There’s a shift going on in publishing that publishers and agents should be discussing over their lattes in the boardrooms of Manhattan.  I have a friend who is a well-published, successful author, but his publisher is putting the screws to him on a new contract, refusing to budge from a very miserly e-book royalty that they’ve decided is “industry standard” in a fledgling e-book industry.  This ridiculous “industry standard” mantra has so upset this author that he is considering walking away and self-publishing his next novel.

I can’t name this author because the contract negotiations are on-going, but I can say that he has a big enough name that he wouldn’t have to worry about being lost in what Joe Konrath aptly named The Tsunami of Crap that is flooding e-book stores like Smashwords and Kindle.  My friend already has an established audience that will seek him out and buy his novels.

So if the publisher calls his bluff and he indie-pubs, who will they publish in his place?  Who will accept a horrible contract to make a name?  A newbie like me, of course.

Right now we newbies put up our e-books on Amazon, desperately market them and hope to make enough sales to get the attention of the publishing or film industry and make the big sale.  Even Amanda Hocking, who could probably live on her e-book sales for the rest of her life, signed with St Martins.

But if the publishing industry continues to empty their stables of successful authors and runs instead with untested talent, it will come with an unintended consequence: self-publishing becomes more respectable.

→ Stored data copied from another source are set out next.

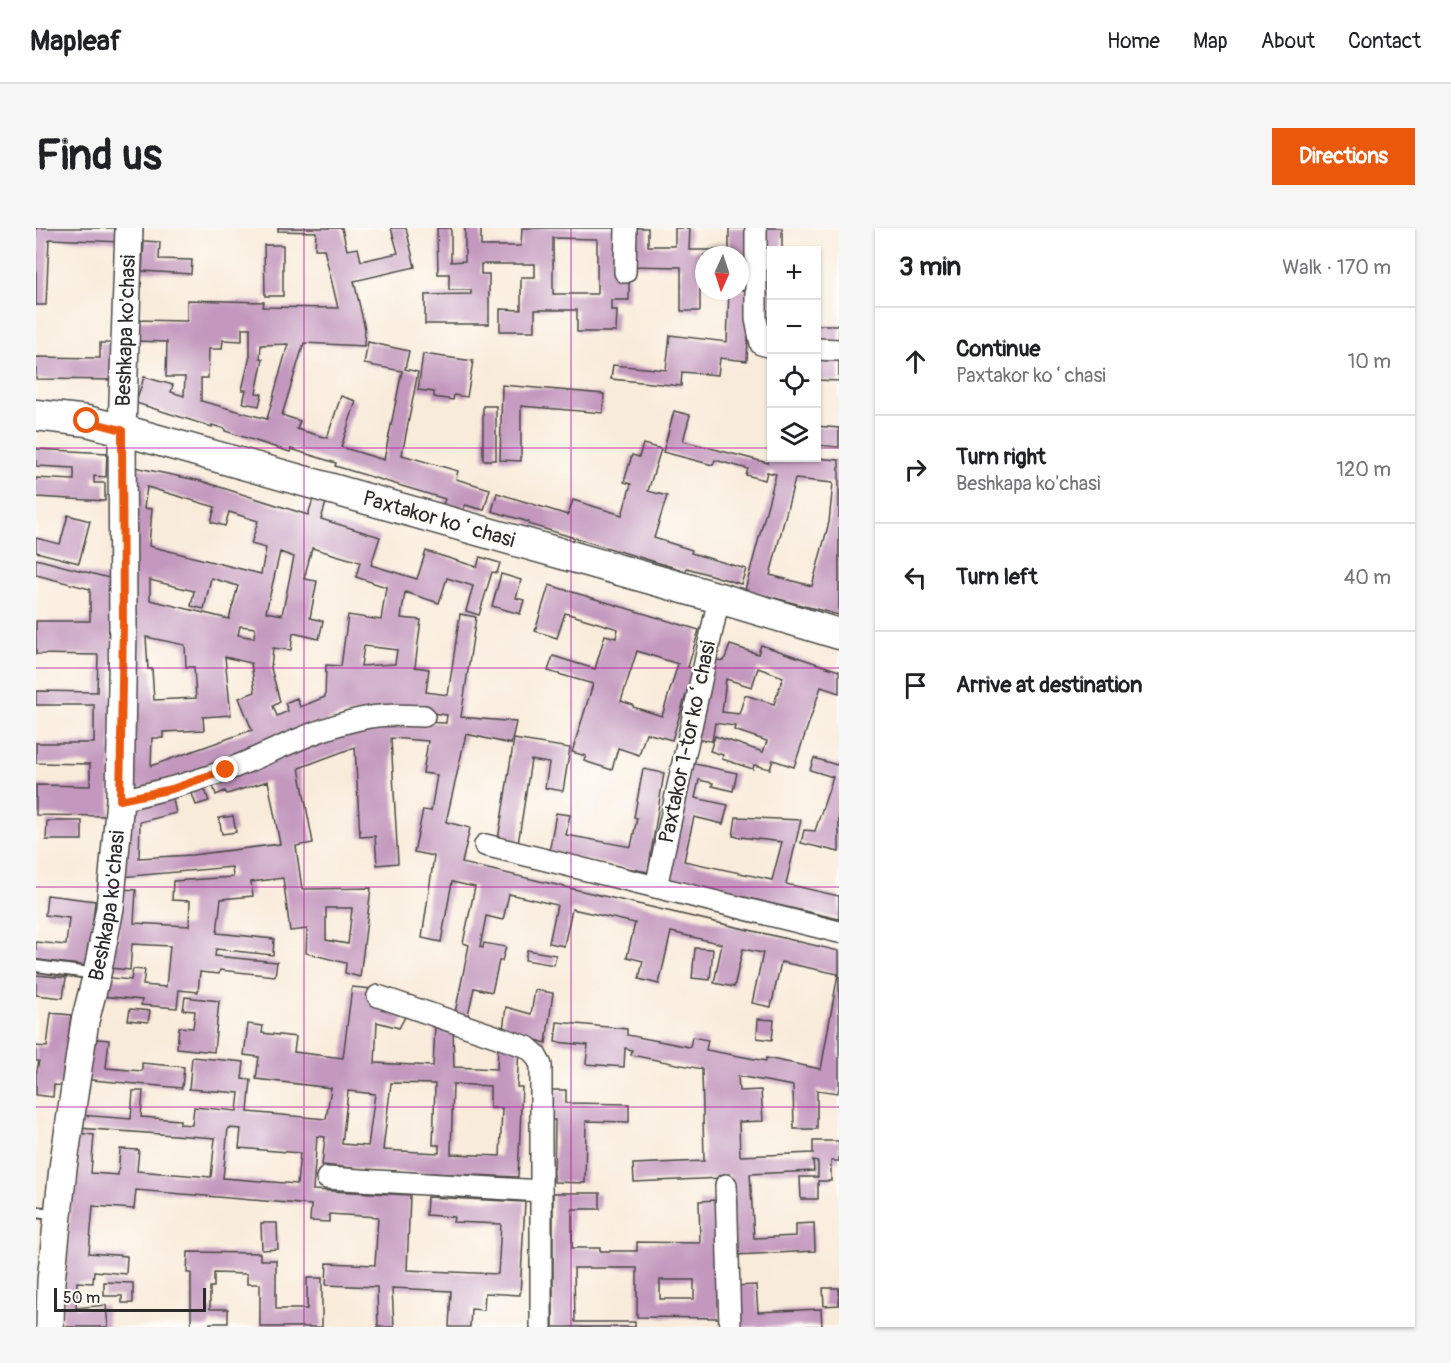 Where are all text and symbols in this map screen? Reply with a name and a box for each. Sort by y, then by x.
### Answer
text: Mapleaf [30,24,121,59]
text: Home [1107,28,1160,55]
text: Map [1193,28,1228,55]
text: About [1261,28,1315,55]
text: Contact [1348,28,1421,55]
button: Directions [1272,128,1415,185]
text: Find us [36,130,162,182]
north arrow [695,246,749,300]
map controls [767,246,821,462]
button: + [767,246,821,300]
text: 3 min [899,251,961,283]
street label: Beshkapa ko'chasi [110,254,142,407]
text: Walk · 170 m [1282,255,1391,280]
button: − [767,300,821,354]
text: Continue [956,335,1040,363]
icon: ahead [899,345,932,378]
text: 10 m [1347,349,1391,374]
button: locate [767,354,821,408]
text: Paxtakor koʻchasi [956,363,1106,388]
route start [73,407,99,433]
button: layers [767,408,821,462]
text: Turn right [956,443,1046,471]
icon: right [899,453,932,486]
text: 120 m [1336,457,1391,482]
text: Beshkapa ko'chasi [956,471,1101,496]
street label: Paxtakor koʻchasi [360,485,518,554]
icon: left [899,561,932,594]
text: Turn left [956,563,1038,591]
text: 40 m [1344,565,1391,590]
street label: Paxtakor 1-tor koʻchasi [653,638,722,846]
icon: arrive [899,669,932,702]
text: Arrive at destination [956,671,1142,699]
route end [212,756,238,782]
street label: Beshkapa ko'chasi [83,829,131,984]
scale bar [54,1285,206,1312]
text: 50 m [63,1288,100,1308]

For over a century publishers have maintained that only they know good work and that self-published novels must be crap.  They’ve been right often enough that this mantra has played well with the public.  But if publishers drive away their authors then a lot of high quality indie-pubbed novels will hit the market.  Worse for publishers, it means the public will not be so afraid to take a fly on a indie-pubbed e-book.  Note that it  won’t be self-publishing anymore, it will be indie-publishing.  Even J.K. Rowlings has placed a toe in that water.

So the streams would reverse: newbies would be with the publishers.  Established authors would indie-publish.

Of course it’s going to be a lot messier than that.  Newbies will still indie-pub first, get a small following and then take the lousy industry contract.  After their first bestseller, they’ll say goodbye to their publisher and go back to indie-publishing so that they can get the 70% royalty.

Watch out now for publishers trying to force authors into ten-book contracts to lock in long-term, cheap content providers.  This will hurt publishing in the long run, because sometimes acquisition editors make mistakes, and so a publisher could find themselves forced to publish one poor selling novel after another when an author doesn’t perform as expected.

In my humble opinion, publishers should just offer a better e-book royalty and keep their talented authors.  My friend deserves it.  Otherwise publishers may discover that they’ve made things worse for themselves by giving credibility to indie-published authors.